Thanks to a spate of upgrades to vSphere 5.1, I recently (re)discovered the following inconvenient result when applying an update to a DRS cluster from Update Manager (22.214.171.12471, using vCenter Server Appliance 5.1.0 build 947673):
Remediate entity ‘vm11.solori.labs’ Host has VMs ‘View-PSG’ , vUM5 with connected removable media devices. This prevents putting the host into maintenance mode. Disconnect the removable devices and try again.

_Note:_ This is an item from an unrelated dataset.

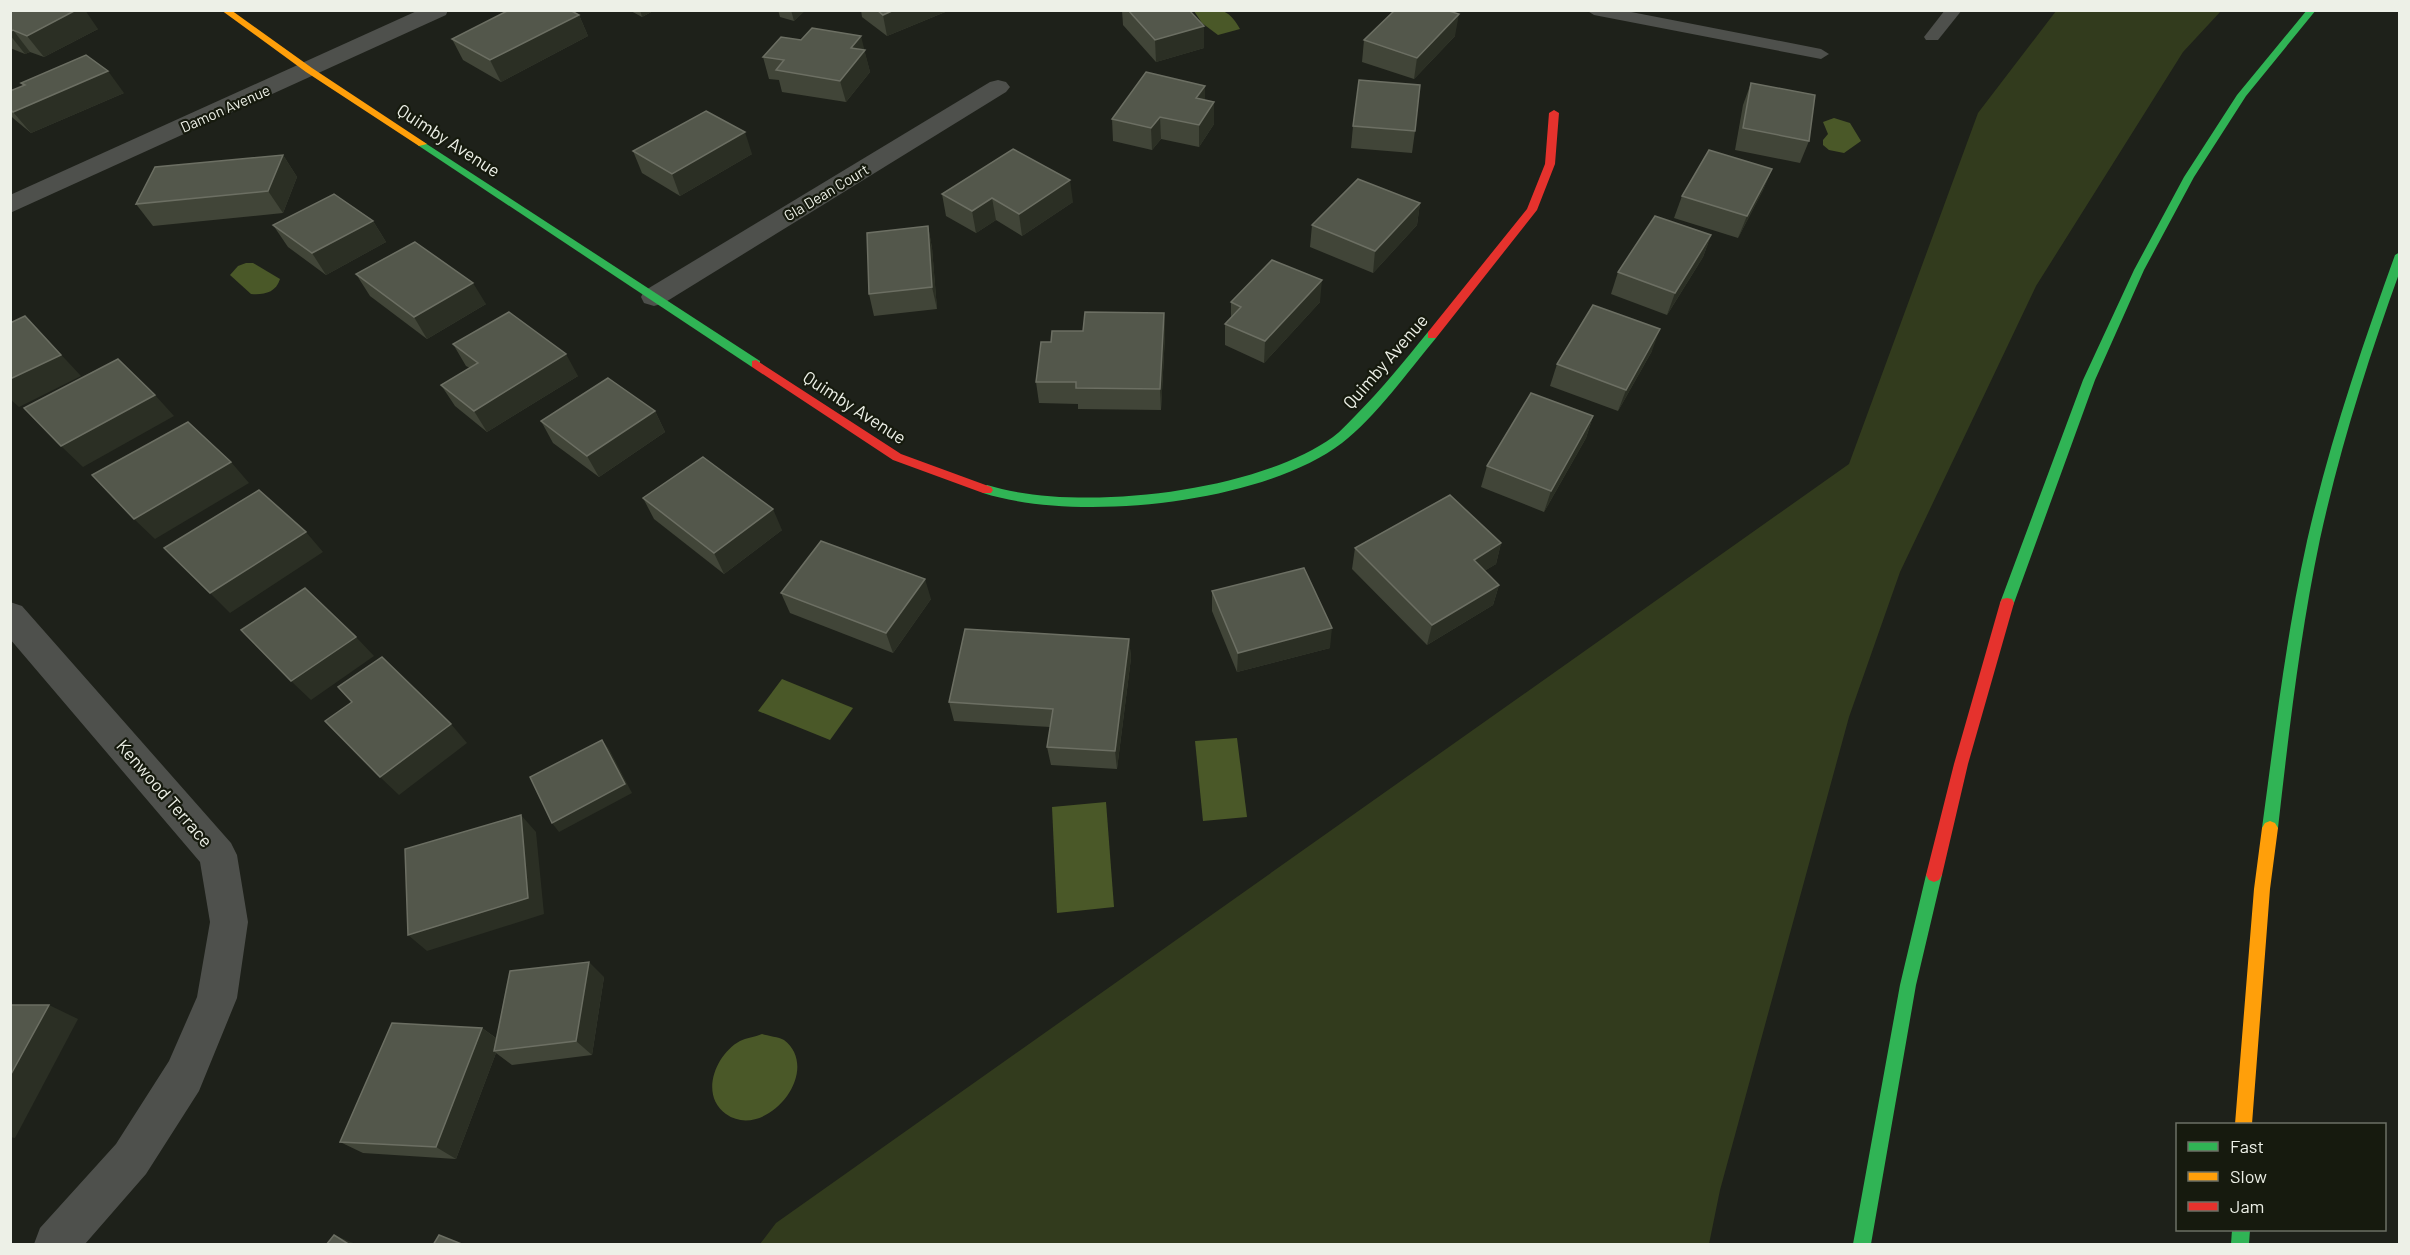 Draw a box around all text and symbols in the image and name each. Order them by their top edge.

Immediately I thought: “Great! I left a host-only ISO connected to these VMs.” However, that assumption was as flawed as Update Manager’s assumption that the workloads cannot be vMotion’d without disconnecting the removable media. In fact, the removable media indicated was connected to a shared ISO repository available to all hosts in the cluster. However, I was to blame and not Update Manager, as I had not remembered that Update Manager’s default response to removable media is to abort the process. Since cluster remediation is a powerful feature made possible by Distributed Resource Scheduler (DRS) in Enterprise (and above) vSphere editions that may be new to the feature to many (especially uplifted “Advanced AK” users), it seemed like something worth reviewing and blogging about.
Why is this a big deal?
More the the point, why does this seem to run contrary to “a common sense” response?
First, the manual for remediation of a host in a DRS cluster would include:
- Applying “Maintenance Mode” to the host,
- Selecting the appropriate action for “powered-off and suspended” workloads, and
- Allowing DRS to choose placement and finally vMotion those workloads to an alternate host.

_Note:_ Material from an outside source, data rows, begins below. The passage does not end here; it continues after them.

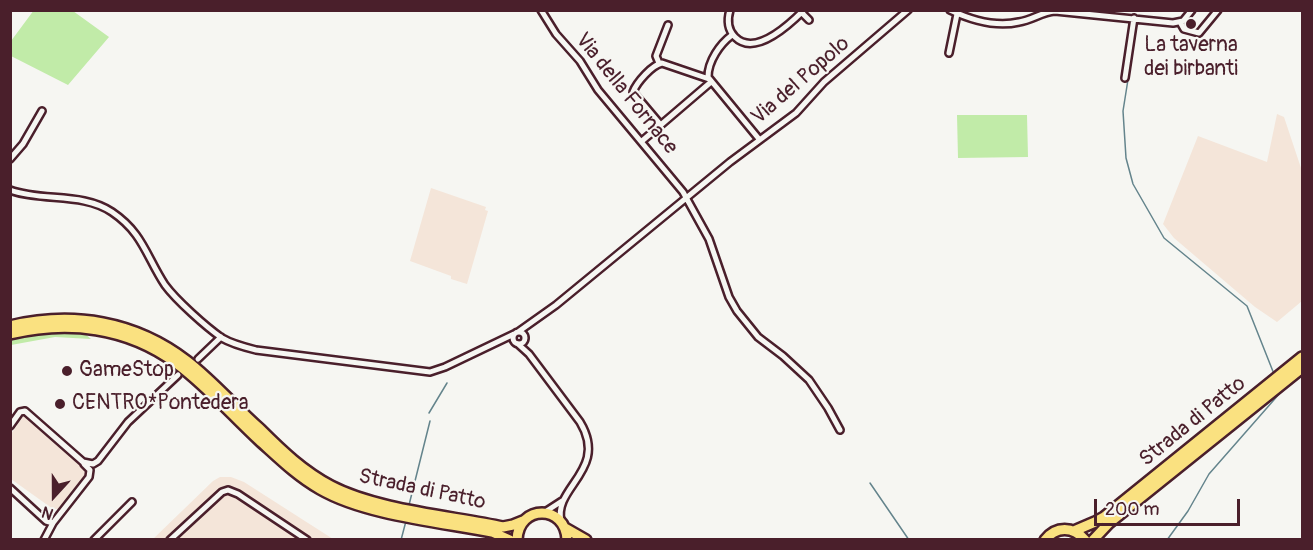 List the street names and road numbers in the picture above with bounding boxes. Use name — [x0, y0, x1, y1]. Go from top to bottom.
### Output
street label: Via della Fornace — [569, 28, 683, 160]
street label: Via del Popolo — [747, 32, 855, 130]
street label: Strada di Patto — [1135, 372, 1251, 472]
street label: Strada di Patto — [356, 464, 488, 516] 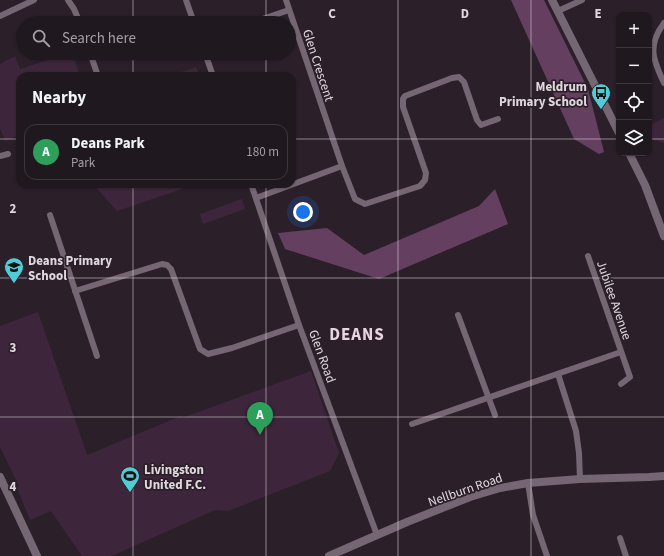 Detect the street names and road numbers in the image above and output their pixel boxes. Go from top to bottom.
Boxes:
street label: Glen Crescent [298,27,338,104]
street label: Jubilee Avenue [592,258,636,342]
street label: Glen Road [304,327,340,385]
street label: Nellburn Road [426,469,505,511]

In the case of VMs with removable media attached, this set of actions will result in the workloads being vMotion’d (without warning or hesitation) so long as the other hosts in the cluster have access to the removable media source (i.e. shared storage, not “Host Device.”) However, in the case of Update Manger remediation, the following are documented road blocks to a successful remediation (without administrative override):
- A CD/DVD drive is attached (any method),
- A floppy drive is attached (any method),
- HA admission control prevents migration of the virtual machine,
- DPM is enabled on the cluster,
- EVC is disabled on the cluster,
- DRS is disabled on the cluster (preventing migration),
- Fault Tolerance (FT) is enabled for a VM on the host in the cluter.
Therefore it is “by design” that a scheduled remediation would have failed – even if the removable media would be eligible for vMotion. To assist in the evaluation of “obstacles to successful deferred remediation” a cluster remediation report is available (see below).

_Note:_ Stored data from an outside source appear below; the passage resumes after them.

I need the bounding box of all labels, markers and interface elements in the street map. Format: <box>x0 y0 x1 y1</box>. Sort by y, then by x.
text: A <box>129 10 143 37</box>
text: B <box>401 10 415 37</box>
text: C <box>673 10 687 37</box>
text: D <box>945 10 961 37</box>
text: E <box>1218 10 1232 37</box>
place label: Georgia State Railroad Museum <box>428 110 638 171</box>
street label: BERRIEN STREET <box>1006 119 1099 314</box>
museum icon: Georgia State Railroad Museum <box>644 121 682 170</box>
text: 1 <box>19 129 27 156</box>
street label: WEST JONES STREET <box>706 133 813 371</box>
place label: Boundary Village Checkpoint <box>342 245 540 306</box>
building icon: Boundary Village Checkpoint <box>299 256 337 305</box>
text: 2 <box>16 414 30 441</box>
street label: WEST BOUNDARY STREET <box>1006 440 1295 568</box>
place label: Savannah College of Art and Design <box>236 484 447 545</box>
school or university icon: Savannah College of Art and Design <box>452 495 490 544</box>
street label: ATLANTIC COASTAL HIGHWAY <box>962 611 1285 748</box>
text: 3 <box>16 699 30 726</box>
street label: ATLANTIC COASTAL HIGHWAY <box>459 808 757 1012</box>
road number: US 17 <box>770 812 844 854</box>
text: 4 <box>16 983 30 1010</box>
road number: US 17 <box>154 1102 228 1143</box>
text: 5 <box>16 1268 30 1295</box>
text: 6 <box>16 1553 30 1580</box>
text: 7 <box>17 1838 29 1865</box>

In fact, the report will list all possible road blocks to remediation whether or not matching overrides are selected (potentially misleading, certainly not useful for predicting the outcome of the remediation attempt). While this too is counter intuitive, it serves as a reminder of the show-stoppers to successful remediation. For the offending “removable media” override, the appropriate check-box can be found on the options page just prior to the remediation report:
The inclusion of this override allows Update Manager to slog through the remediation without respect to the attached status of removable media. Likewise, the other remediation overrides will enable successful completion of the remediation process; these overrides are:
- Maintenance Mode Settings:
- VM Power State prior to remediation: Do not change, Power off, Suspend
- Temporarily disable any removable media devices;
- Retry maintenance mode in case of failure (delay and attempts);
- Cluster Settings:
- Temporarily Disable Distributed Power Management (forces “sleeping” hosts to power-on prior to next steps in remediation);
- Temporarily Disable High Availability Admission Control (allows for host remediation to violate host-resource reservation margins);
- Temporarily Disable Fault Tolerance (FT) (admonished to remediate all cluster hosts in the same update cycle to maintain FT compatibility);
- Enable parallel remediation for hosts in cluster (will not violate DRS anti-affinity constraints);
- Automatically determine the maximum number of concurrently remediated hosts, or
- Limit the number of concurrent hosts (1-32);
- Migrate powered off and suspended virtual machines to other hosts in the cluster (helpful when a remediation leaves a host in an unserviceable condition);
- PXE Booted ESXi Host Settings:
- Allow installation of additional software on PXE booted ESXi 5.x hosts (requires the use of an updated PXE boot image – Update Manager will NOT reboot the PXE booted ESXi host.)
These settings are available at the time of remediation scheduling and as host/cluster defaults (Update Manager Admin View.)
SOLORI’s Take: So while it follows that the remediation process is NOT as similar to the manual process as one might think, it still can be made to function accordingly (almost.) There IS a big difference between disabling removable media and making vMotion-aware decisions about hosts. Perhaps VMware could take a few cycles to determine whether or not a host is bound to a removable media device (either through Host Device or local storage resource) and make a more intelligent decision about removable media.
vSphere already has the ability to identify point-resource dependencies, it would be nice to see this information more intelligently correlated where cluster management is concerned. Currently, instead of “asking” DRS for a dependency list, it just seems to just ask the hosts “do you have removable media plugged-into any VM’s” – and if the answer is “yes” it stops right there… Still, not very intuitive for a feature (DRS) that’s been around since Virtual Infrastructure 3 and vCenter 2.